| Exercise details |
Give back all of the data exactly as it appears here.

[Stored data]
▬▬▬

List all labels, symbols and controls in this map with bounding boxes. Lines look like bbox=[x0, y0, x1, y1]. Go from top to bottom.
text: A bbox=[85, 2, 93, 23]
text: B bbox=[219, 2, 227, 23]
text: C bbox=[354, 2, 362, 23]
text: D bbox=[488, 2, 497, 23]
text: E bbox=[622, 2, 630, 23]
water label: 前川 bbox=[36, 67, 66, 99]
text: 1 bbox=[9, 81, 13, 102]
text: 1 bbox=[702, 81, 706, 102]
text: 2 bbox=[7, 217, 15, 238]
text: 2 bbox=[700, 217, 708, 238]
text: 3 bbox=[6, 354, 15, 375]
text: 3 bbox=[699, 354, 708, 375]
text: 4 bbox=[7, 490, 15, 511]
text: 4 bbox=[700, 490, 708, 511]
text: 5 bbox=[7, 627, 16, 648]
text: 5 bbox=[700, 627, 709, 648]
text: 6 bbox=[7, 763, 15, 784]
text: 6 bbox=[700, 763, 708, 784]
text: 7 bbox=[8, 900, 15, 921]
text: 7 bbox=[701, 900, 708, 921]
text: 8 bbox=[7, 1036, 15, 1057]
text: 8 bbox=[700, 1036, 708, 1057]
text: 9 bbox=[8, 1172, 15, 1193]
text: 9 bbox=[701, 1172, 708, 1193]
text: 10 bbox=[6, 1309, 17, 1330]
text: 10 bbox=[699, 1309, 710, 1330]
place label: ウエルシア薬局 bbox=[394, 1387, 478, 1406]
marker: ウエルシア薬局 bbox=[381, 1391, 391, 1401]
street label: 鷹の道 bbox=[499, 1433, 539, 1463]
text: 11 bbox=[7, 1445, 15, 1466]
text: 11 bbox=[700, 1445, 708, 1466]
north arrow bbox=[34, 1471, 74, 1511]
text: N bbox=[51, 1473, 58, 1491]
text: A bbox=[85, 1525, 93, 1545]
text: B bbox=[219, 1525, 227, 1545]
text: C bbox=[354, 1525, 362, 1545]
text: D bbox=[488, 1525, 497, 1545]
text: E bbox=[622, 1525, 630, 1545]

▬▬▬

| Reply |
List all labels, symbols and controls in this map with bounding boxes. Lines look like bbox=[x0, y0, x1, y1]. Go from top to bottom.
text: A bbox=[85, 2, 93, 23]
text: B bbox=[219, 2, 227, 23]
text: C bbox=[354, 2, 362, 23]
text: D bbox=[488, 2, 497, 23]
text: E bbox=[622, 2, 630, 23]
water label: 前川 bbox=[36, 67, 66, 99]
text: 1 bbox=[9, 81, 13, 102]
text: 1 bbox=[702, 81, 706, 102]
text: 2 bbox=[7, 217, 15, 238]
text: 2 bbox=[700, 217, 708, 238]
text: 3 bbox=[6, 354, 15, 375]
text: 3 bbox=[699, 354, 708, 375]
text: 4 bbox=[7, 490, 15, 511]
text: 4 bbox=[700, 490, 708, 511]
text: 5 bbox=[7, 627, 16, 648]
text: 5 bbox=[700, 627, 709, 648]
text: 6 bbox=[7, 763, 15, 784]
text: 6 bbox=[700, 763, 708, 784]
text: 7 bbox=[8, 900, 15, 921]
text: 7 bbox=[701, 900, 708, 921]
text: 8 bbox=[7, 1036, 15, 1057]
text: 8 bbox=[700, 1036, 708, 1057]
text: 9 bbox=[8, 1172, 15, 1193]
text: 9 bbox=[701, 1172, 708, 1193]
text: 10 bbox=[6, 1309, 17, 1330]
text: 10 bbox=[699, 1309, 710, 1330]
place label: ウエルシア薬局 bbox=[394, 1387, 478, 1406]
marker: ウエルシア薬局 bbox=[381, 1391, 391, 1401]
street label: 鷹の道 bbox=[499, 1433, 539, 1463]
text: 11 bbox=[7, 1445, 15, 1466]
text: 11 bbox=[700, 1445, 708, 1466]
north arrow bbox=[34, 1471, 74, 1511]
text: N bbox=[51, 1473, 58, 1491]
text: A bbox=[85, 1525, 93, 1545]
text: B bbox=[219, 1525, 227, 1545]
text: C bbox=[354, 1525, 362, 1545]
text: D bbox=[488, 1525, 497, 1545]
text: E bbox=[622, 1525, 630, 1545]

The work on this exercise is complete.